Gewaltanstieg in Berlin Zumeist sind Schwule Opfer von Angriffen in der Hauptstadt
Ähnlich wie die jüngsten Zahlen des Bundesinnenministeriums für ganz Deutschland belegt nun auch die Berliner Beratungsstelle Maneo ebenso einen erneuten Anstieg von Gewalttaten gegenüber LGBTI*-Menschen in der Hauptstadt. Hauptsächlich davon betroffen sind schwule und bisexuelle Männer. Insgesamt verzeichnete Maneo im vergangenen Jahr 760 Fälle, wobei die tatsächlichen Zahlen deutlich höher liegen dürften: „Nach wie vor schätzen wir das Dunkelfeld nicht angezeigter Delikte gegen LSBTIQ+ in Berlin sehr hoch ein. Wir gehen von einem Anteil von 80-90% aus“, so Maneo weiter. Knapp die Hälfte (48%) der festgehaltenen Angriffe wurden der Polizei so auch erst gar nicht gemeldet.
Gewalterfahrungen bei Schwulen bleiben Schwerpunkt
Wie in den vergangenen Jahren auch, geschah der Großteil der Vorfälle in der Öffentlichkeit, beispielsweise im Nahverkehr oder auf der Straße. Dabei handelte es sich zumeist um Beleidigungen, Körperverletzungen und Bedrohungen sowie Nötigung. Insgesamt führte Maneo im Jahr 2022 auch 2.074 Beratungsgespräche durch, der Großteil davon (2.014) mit schwulen oder bisexuellen Männern. Auch hier verzeichnet der Beratungsverein seit über zehn Jahren einen stetigen Anstieg.

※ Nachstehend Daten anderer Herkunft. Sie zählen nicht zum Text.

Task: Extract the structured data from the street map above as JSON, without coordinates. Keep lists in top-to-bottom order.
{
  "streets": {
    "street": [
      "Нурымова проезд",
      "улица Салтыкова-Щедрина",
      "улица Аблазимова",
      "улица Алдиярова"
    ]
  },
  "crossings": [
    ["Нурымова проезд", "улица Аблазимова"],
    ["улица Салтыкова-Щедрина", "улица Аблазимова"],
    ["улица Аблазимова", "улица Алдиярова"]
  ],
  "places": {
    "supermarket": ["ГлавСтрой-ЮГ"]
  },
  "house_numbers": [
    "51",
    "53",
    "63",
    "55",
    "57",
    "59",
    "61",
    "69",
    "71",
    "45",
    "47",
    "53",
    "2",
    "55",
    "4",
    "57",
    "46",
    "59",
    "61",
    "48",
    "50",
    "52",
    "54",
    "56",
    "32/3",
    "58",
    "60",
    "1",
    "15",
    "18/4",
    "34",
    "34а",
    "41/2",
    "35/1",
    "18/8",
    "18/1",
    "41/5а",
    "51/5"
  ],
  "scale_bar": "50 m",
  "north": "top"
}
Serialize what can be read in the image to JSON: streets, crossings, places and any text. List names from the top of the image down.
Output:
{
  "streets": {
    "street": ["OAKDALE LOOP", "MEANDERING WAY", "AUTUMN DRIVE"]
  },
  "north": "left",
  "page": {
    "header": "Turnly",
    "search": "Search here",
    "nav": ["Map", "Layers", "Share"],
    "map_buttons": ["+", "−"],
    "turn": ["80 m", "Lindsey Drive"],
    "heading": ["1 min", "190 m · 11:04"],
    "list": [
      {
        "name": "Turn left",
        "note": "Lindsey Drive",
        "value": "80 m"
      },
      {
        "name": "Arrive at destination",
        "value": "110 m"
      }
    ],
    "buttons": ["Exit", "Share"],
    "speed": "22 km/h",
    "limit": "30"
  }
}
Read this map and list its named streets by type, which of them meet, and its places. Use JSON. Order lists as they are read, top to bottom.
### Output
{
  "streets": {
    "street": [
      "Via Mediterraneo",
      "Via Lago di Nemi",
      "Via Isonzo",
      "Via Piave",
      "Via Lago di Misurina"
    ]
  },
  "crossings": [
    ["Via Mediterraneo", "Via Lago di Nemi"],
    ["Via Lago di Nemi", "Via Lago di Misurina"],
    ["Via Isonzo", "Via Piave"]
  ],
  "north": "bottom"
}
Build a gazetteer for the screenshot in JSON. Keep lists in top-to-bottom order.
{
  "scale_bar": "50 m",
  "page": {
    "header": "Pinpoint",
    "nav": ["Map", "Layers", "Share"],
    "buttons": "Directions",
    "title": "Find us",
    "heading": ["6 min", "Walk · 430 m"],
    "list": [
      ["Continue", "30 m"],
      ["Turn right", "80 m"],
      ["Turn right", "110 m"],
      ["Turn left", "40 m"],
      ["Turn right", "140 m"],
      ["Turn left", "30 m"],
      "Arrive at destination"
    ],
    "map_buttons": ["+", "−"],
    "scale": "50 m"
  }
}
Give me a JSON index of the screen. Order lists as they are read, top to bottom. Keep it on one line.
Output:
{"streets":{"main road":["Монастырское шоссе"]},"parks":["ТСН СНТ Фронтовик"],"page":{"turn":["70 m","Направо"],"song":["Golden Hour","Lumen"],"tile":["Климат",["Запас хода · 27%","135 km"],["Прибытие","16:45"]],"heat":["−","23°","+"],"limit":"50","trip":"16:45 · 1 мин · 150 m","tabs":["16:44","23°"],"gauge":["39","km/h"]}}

Zwei Kernthemen traten dabei 2022 besonders heraus: Sexuelle Gewalterfahrungen an Schwulen und männlichen Bisexuellen, beispielsweise im Rahmen von häuslicher Gewalt, sexuellen Beziehungen (One-Night-Stands, Blind Dates, Sexwork), in Abhängigkeitsverhältnissen, im Rahmen von Arzt-Patienten-
Beziehungen oder auch in Form von Übergriffen in Verbindung mit Diebstahlsdelikten. Der andere Schwerpunkt waren angedrohte Zwangsheiraten und Gewalt im Namen der Familienehre.
Homophobie bleibt tiefverankertes Problem
Maneo hält dabei im aktuellen Bericht weiter fest, dass der Verein die Homophobie und homophob motivierte Gewalttaten nach wie vor für „ein tiefverankertes gesellschaftliches Problem“ hält, das als eine gesamtgesellschaftliche Herausforderung angenommen werden muss. Auffällig sei dabei auch, dass im Jahr 2022 besonders viele Angriffe auf Bars, Cafés und Einrichtungen zu verzeichnen gewesen waren, die die Regenbogenfahne als Zugehörigkeit zur Community gezeigt hatten.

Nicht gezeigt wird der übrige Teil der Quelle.